Every line of the records that holds the word "labels" should be copied.

Entries taken from a collection:
---*---
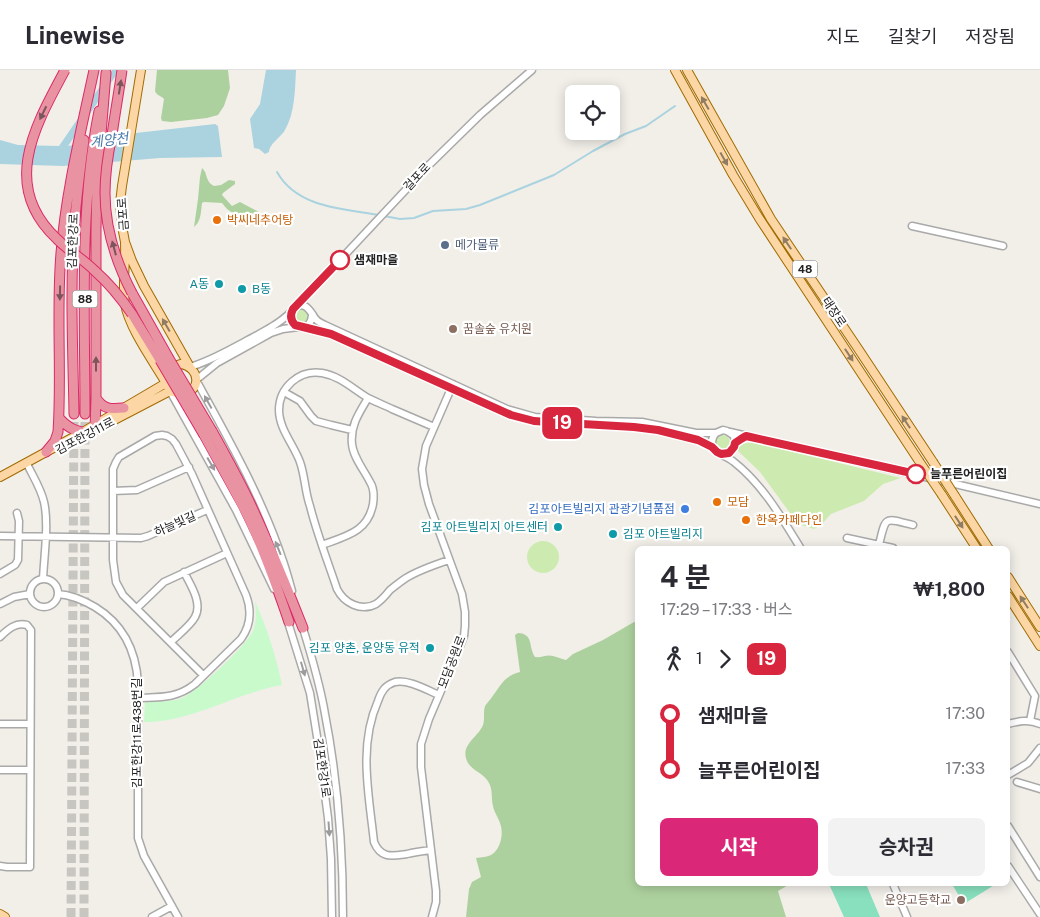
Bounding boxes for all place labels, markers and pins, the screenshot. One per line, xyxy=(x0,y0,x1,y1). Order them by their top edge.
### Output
place label: 박씨네추어탕 xyxy=(227,213,293,227)
marker: 박씨네추어탕 xyxy=(211,214,223,226)
place label: 메가물류 xyxy=(455,238,499,252)
marker: 메가물류 xyxy=(439,239,451,251)
marker: 샘재마을 xyxy=(330,250,350,270)
place label: 샘재마을 xyxy=(354,253,398,267)
place label: A동 xyxy=(189,277,209,291)
marker: A동 xyxy=(213,278,225,290)
place label: B동 xyxy=(252,282,271,296)
marker: B동 xyxy=(236,283,248,295)
place label: 꿈솔숲 유치원 xyxy=(463,322,532,336)
marker: 꿈솔숲 유치원 xyxy=(447,323,459,335)
marker: 늘푸른어린이집 xyxy=(906,464,926,484)
place label: 늘푸른어린이집 xyxy=(930,467,1007,481)
place label: 모담 xyxy=(727,495,749,509)
marker: 모담 xyxy=(711,496,723,508)
place label: 김포아트빌리지 관광기념품점 xyxy=(529,502,675,516)
marker: 김포아트빌리지 관광기념품점 xyxy=(679,503,691,515)
place label: 한옥카페다인 xyxy=(756,513,822,527)
marker: 한옥카페다인 xyxy=(740,514,752,526)
place label: 김포 아트빌리지 아트센터 xyxy=(421,520,548,534)
marker: 김포 아트빌리지 아트센터 xyxy=(552,521,564,533)
place label: 김포 아트빌리지 xyxy=(623,527,703,541)
marker: 김포 아트빌리지 xyxy=(607,528,619,540)
place label: 김포 양촌, 운양동 유적 xyxy=(309,641,420,655)
marker: 김포 양촌, 운양동 유적 xyxy=(424,642,436,654)
place label: 운양고등학교 xyxy=(885,893,951,907)
marker: 운양고등학교 xyxy=(955,894,967,906)

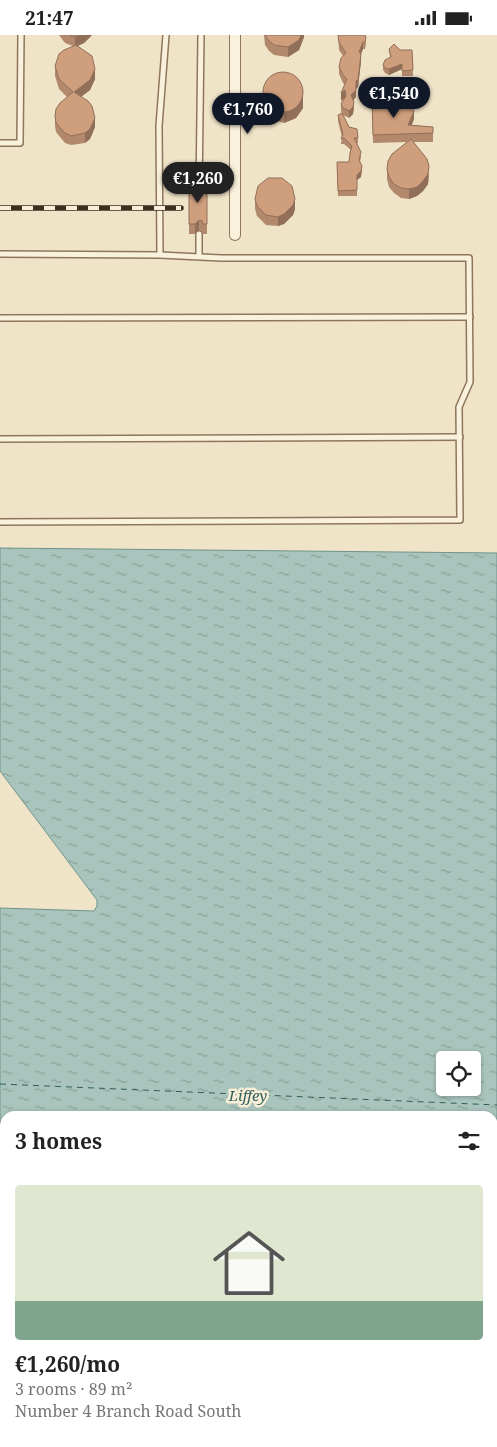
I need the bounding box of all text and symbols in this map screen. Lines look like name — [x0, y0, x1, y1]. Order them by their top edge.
text: 21:47 — [25, 5, 74, 31]
pin: €1,540 — [353, 77, 435, 119]
text: €1,540 — [369, 82, 419, 104]
pin: €1,760 — [207, 93, 289, 135]
text: €1,760 — [223, 98, 273, 120]
pin: €1,260 — [157, 161, 239, 204]
text: €1,260 — [173, 167, 223, 189]
map controls — [436, 1051, 481, 1096]
button: locate — [436, 1051, 481, 1096]
water label: Liffey — [228, 1085, 267, 1105]
text: 3 homes — [15, 1127, 102, 1155]
icon: filters — [455, 1127, 483, 1155]
icon: home — [204, 1218, 294, 1308]
text: €1,260/mo — [15, 1350, 120, 1378]
text: 3 rooms · 89 m² — [15, 1378, 132, 1400]
text: Number 4 Branch Road South — [15, 1400, 241, 1422]

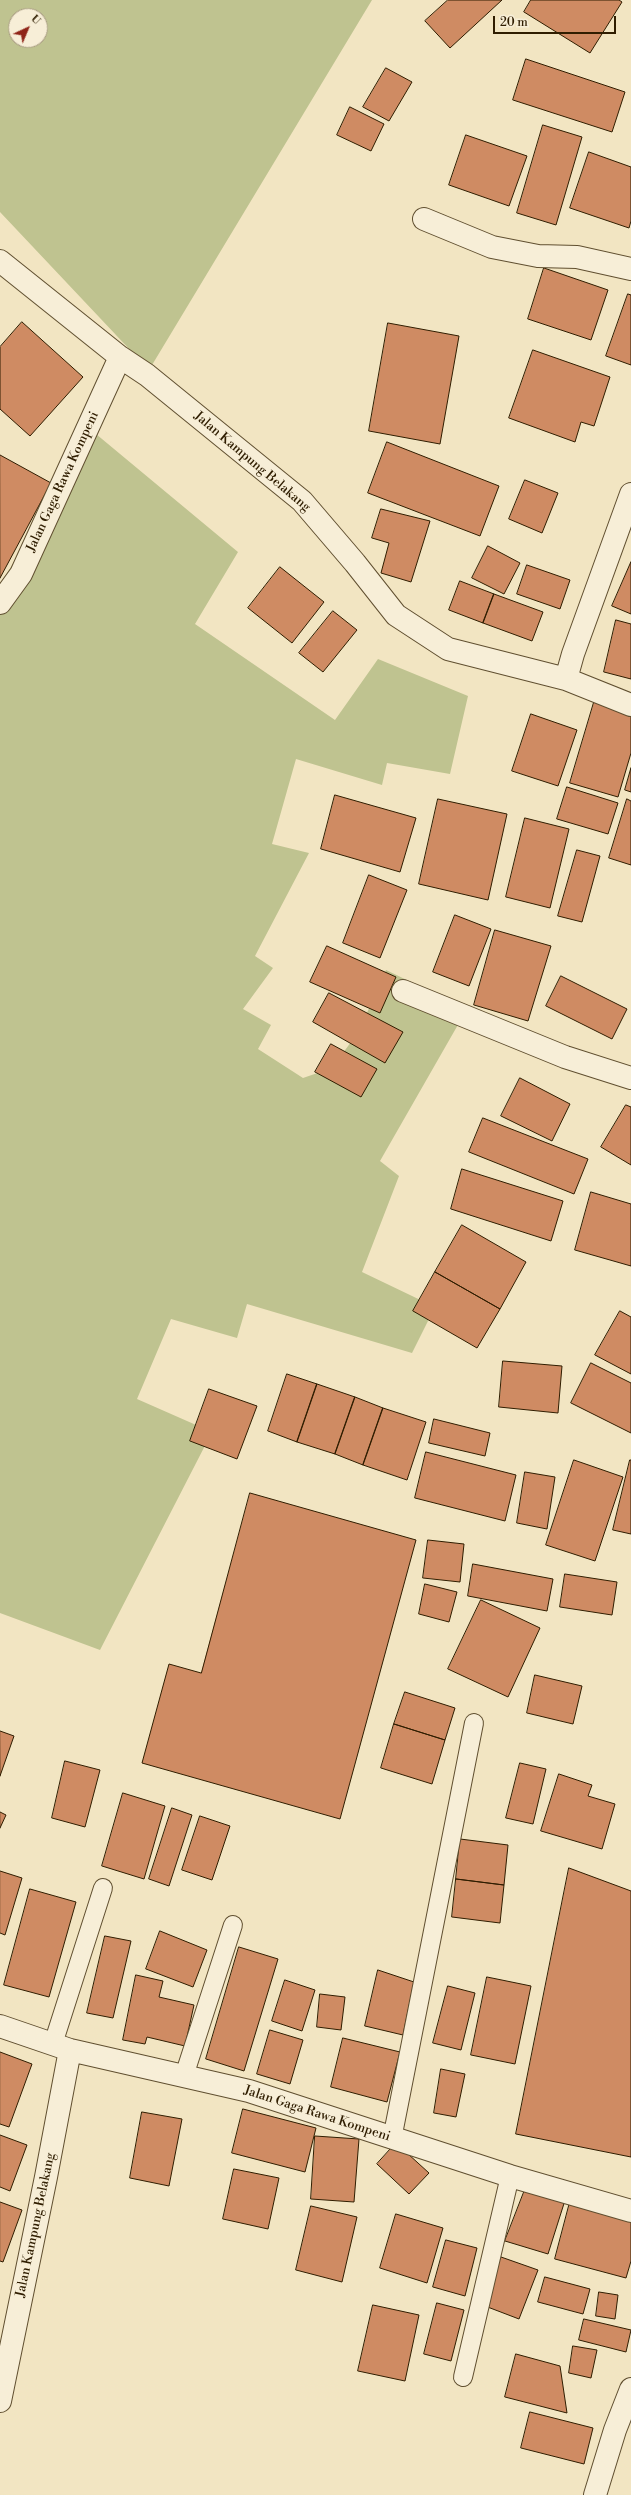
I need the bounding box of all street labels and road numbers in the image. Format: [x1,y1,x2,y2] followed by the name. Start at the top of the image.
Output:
---*---
FINISHED EXERCISE:
Bounding boxes for all place labels, markers and pins, the screenshot. One per line, xyxy=(x0,y0,x1,y1). Order them by their top edge.
I need the bounding box of all street labels and road numbers in the image. Format: [x1,y1,x2,y2] followed by the name. Start at the top of the image.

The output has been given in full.